● **WHAT TO PRODUCE**
In your copy of the records, include every word exactly and no pictures.

Stored items
********

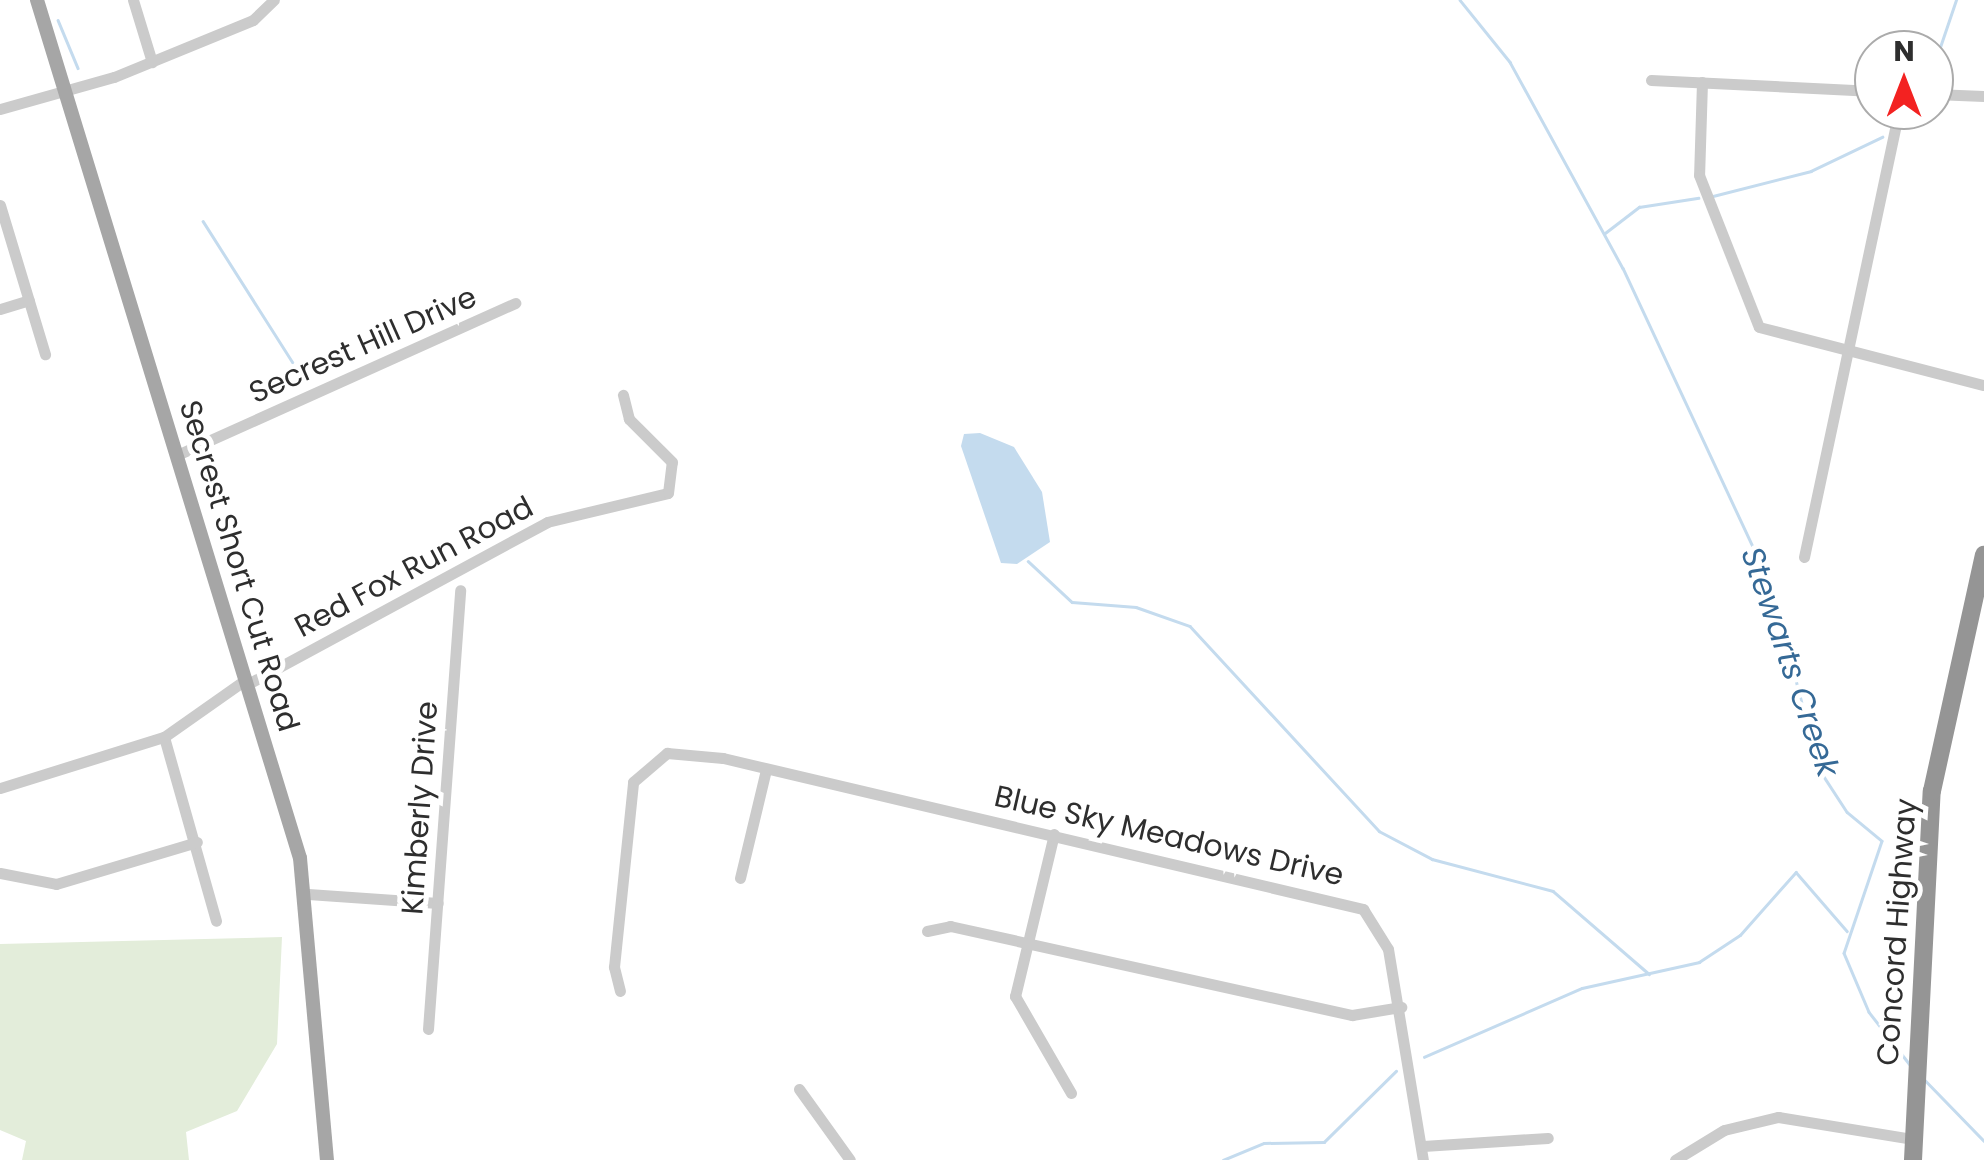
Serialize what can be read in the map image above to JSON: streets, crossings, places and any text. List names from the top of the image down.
{
  "streets": {
    "highway": ["Concord Highway"],
    "main road": ["Secrest Short Cut Road"],
    "street": [
      "Secrest Hill Drive",
      "Red Fox Run Road",
      "Kimberly Drive",
      "Blue Sky Meadows Drive"
    ]
  },
  "crossings": [
    ["Secrest Hill Drive", "Secrest Short Cut Road"],
    ["Secrest Short Cut Road", "Red Fox Run Road"]
  ],
  "water": ["Stewarts Creek"],
  "north": "top"
}
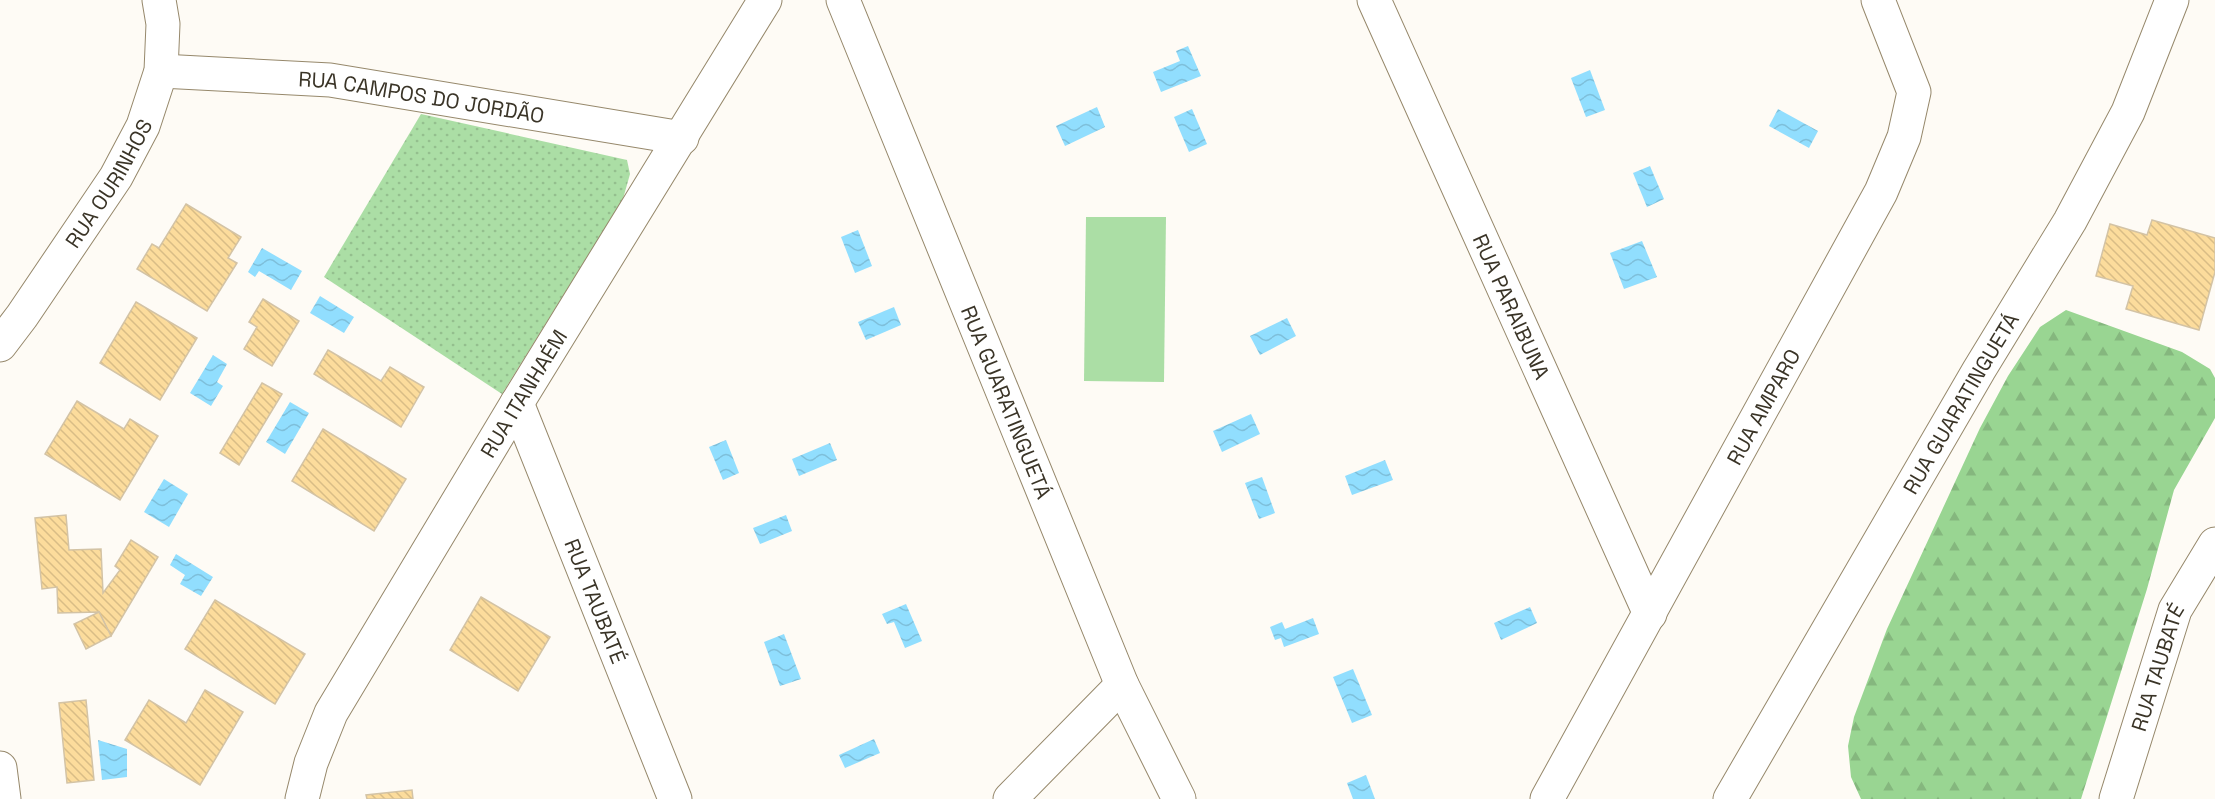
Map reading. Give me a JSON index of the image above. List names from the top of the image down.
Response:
{
  "streets": {
    "street": [
      "RUA CAMPOS DO JORDÃO",
      "RUA OURINHOS",
      "RUA PARAIBUNA",
      "RUA ITANHAÉM",
      "RUA GUARATINGUETÁ",
      "RUA AMPARO",
      "RUA TAUBATÉ"
    ]
  },
  "crossings": [
    ["RUA CAMPOS DO JORDÃO", "RUA OURINHOS"],
    ["RUA CAMPOS DO JORDÃO", "RUA ITANHAÉM"],
    ["RUA PARAIBUNA", "RUA AMPARO"],
    ["RUA ITANHAÉM", "RUA TAUBATÉ"]
  ]
}
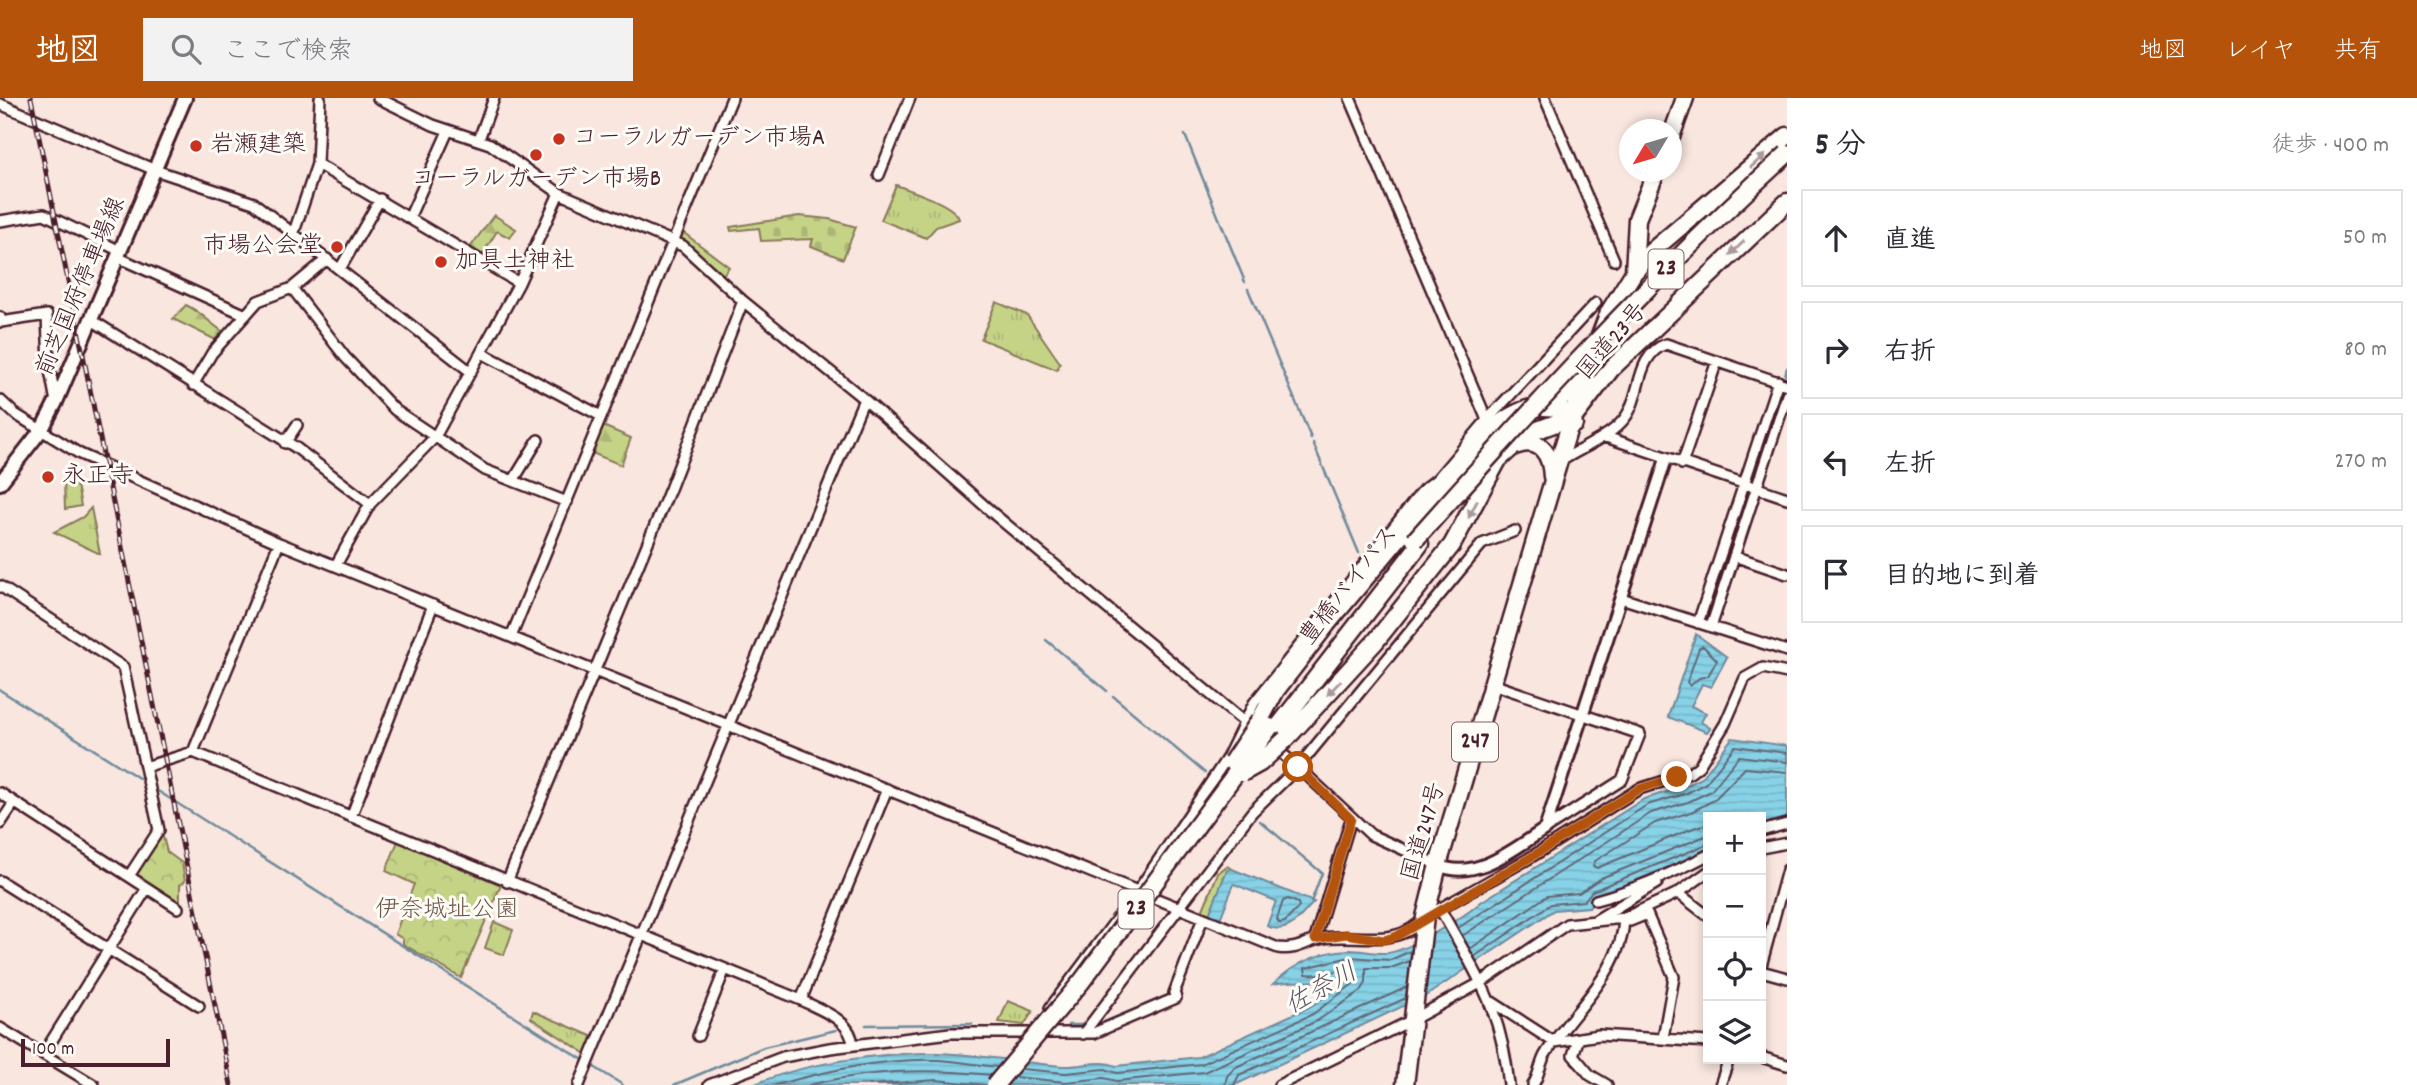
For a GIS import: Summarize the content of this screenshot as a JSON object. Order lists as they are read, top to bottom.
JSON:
{
  "streets": {
    "highway": [
      "23",
      "国道23号",
      "豊橋バイパス",
      "247",
      "国道247号"
    ],
    "main road": ["前芝国府停車場線"]
  },
  "crossings": [
    ["国道23号", "国道247号"]
  ],
  "water": ["佐奈川"],
  "parks": ["伊奈城址公園"],
  "places": [
    "コーラルガーデン市場A",
    "岩瀬建築",
    "コーラルガーデン市場B",
    "市場公会堂",
    "加具土神社",
    "永正寺"
  ],
  "scale_bar": "100 m",
  "north": "bottom left",
  "page": {
    "header": "地図",
    "search": "ここで検索",
    "nav": ["地図", "レイヤ", "共有"],
    "heading": ["5 分", "徒歩 · 400 m"],
    "list": [
      ["直進", "50 m"],
      ["右折", "80 m"],
      ["左折", "270 m"],
      "目的地に到着"
    ],
    "map_buttons": ["+", "−"],
    "scale": "100 m"
  }
}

********

● **EXERCISE ANSWER**
Serialize what can be read in the map image above to JSON: streets, crossings, places and any text. List names from the top of the image down.
{
  "streets": {
    "highway": ["Concord Highway"],
    "main road": ["Secrest Short Cut Road"],
    "street": [
      "Secrest Hill Drive",
      "Red Fox Run Road",
      "Kimberly Drive",
      "Blue Sky Meadows Drive"
    ]
  },
  "crossings": [
    ["Secrest Hill Drive", "Secrest Short Cut Road"],
    ["Secrest Short Cut Road", "Red Fox Run Road"]
  ],
  "water": ["Stewarts Creek"],
  "north": "top"
}
Map reading. Give me a JSON index of the image above. List names from the top of the image down.
Response:
{
  "streets": {
    "street": [
      "RUA CAMPOS DO JORDÃO",
      "RUA OURINHOS",
      "RUA PARAIBUNA",
      "RUA ITANHAÉM",
      "RUA GUARATINGUETÁ",
      "RUA AMPARO",
      "RUA TAUBATÉ"
    ]
  },
  "crossings": [
    ["RUA CAMPOS DO JORDÃO", "RUA OURINHOS"],
    ["RUA CAMPOS DO JORDÃO", "RUA ITANHAÉM"],
    ["RUA PARAIBUNA", "RUA AMPARO"],
    ["RUA ITANHAÉM", "RUA TAUBATÉ"]
  ]
}
For a GIS import: Summarize the content of this screenshot as a JSON object. Order lists as they are read, top to bottom.
JSON:
{
  "streets": {
    "highway": [
      "23",
      "国道23号",
      "豊橋バイパス",
      "247",
      "国道247号"
    ],
    "main road": ["前芝国府停車場線"]
  },
  "crossings": [
    ["国道23号", "国道247号"]
  ],
  "water": ["佐奈川"],
  "parks": ["伊奈城址公園"],
  "places": [
    "コーラルガーデン市場A",
    "岩瀬建築",
    "コーラルガーデン市場B",
    "市場公会堂",
    "加具土神社",
    "永正寺"
  ],
  "scale_bar": "100 m",
  "north": "bottom left",
  "page": {
    "header": "地図",
    "search": "ここで検索",
    "nav": ["地図", "レイヤ", "共有"],
    "heading": ["5 分", "徒歩 · 400 m"],
    "list": [
      ["直進", "50 m"],
      ["右折", "80 m"],
      ["左折", "270 m"],
      "目的地に到着"
    ],
    "map_buttons": ["+", "−"],
    "scale": "100 m"
  }
}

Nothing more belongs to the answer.